# YOUR ASSIGNMENT:
Look through the data that follows and copy each line with the string "FULMAR".

=== EXTRACTED ENTRIES ===

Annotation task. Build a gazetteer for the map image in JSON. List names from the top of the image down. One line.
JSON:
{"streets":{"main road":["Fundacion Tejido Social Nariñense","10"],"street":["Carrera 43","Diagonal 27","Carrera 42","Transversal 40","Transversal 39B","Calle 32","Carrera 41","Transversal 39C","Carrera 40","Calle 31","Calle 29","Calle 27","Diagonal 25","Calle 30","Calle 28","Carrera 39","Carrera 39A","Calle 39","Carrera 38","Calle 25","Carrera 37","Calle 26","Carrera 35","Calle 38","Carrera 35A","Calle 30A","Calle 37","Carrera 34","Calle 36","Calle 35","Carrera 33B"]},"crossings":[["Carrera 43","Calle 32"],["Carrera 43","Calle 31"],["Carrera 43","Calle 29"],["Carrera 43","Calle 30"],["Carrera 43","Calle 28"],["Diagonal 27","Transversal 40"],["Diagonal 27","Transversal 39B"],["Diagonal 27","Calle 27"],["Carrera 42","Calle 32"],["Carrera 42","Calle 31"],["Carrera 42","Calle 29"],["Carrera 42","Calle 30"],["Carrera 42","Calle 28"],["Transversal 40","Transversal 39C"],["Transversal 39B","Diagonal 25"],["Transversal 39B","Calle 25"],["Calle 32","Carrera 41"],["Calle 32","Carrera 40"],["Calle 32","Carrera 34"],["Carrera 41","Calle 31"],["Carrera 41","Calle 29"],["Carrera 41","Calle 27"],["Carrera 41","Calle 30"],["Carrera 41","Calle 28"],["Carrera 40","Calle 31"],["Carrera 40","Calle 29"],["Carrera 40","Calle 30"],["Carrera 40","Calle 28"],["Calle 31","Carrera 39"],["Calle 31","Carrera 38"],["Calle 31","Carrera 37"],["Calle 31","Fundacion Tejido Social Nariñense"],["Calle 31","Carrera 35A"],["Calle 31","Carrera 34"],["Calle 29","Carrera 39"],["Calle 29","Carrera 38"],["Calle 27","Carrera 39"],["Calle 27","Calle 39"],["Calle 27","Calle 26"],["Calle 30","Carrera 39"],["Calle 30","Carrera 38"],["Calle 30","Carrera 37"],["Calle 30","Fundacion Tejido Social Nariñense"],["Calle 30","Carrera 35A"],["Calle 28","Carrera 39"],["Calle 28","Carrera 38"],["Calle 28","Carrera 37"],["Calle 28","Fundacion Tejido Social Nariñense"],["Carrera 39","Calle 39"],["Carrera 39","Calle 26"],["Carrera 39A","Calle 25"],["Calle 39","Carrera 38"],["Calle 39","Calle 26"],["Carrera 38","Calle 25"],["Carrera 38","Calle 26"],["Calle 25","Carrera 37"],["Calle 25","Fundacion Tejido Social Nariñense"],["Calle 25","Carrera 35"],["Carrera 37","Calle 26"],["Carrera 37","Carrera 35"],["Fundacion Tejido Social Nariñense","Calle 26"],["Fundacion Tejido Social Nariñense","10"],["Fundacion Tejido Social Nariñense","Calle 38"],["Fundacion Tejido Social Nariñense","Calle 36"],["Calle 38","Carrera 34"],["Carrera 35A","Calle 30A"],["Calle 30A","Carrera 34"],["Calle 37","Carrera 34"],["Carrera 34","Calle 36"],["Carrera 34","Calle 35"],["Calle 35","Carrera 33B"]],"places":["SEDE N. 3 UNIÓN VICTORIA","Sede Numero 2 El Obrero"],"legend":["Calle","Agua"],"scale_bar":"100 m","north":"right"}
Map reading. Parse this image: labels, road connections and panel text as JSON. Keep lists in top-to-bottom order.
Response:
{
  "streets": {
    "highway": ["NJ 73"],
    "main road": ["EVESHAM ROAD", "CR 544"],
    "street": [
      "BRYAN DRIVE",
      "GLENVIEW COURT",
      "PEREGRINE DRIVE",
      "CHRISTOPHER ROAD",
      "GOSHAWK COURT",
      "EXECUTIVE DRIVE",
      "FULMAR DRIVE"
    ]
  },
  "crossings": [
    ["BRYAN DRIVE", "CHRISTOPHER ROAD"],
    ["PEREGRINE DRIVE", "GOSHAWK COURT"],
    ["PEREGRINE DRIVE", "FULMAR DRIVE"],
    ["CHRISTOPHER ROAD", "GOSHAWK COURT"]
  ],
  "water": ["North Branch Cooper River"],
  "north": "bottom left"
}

===

# SOLUTION BELOW:
      "FULMAR DRIVE"
    ["PEREGRINE DRIVE", "FULMAR DRIVE"],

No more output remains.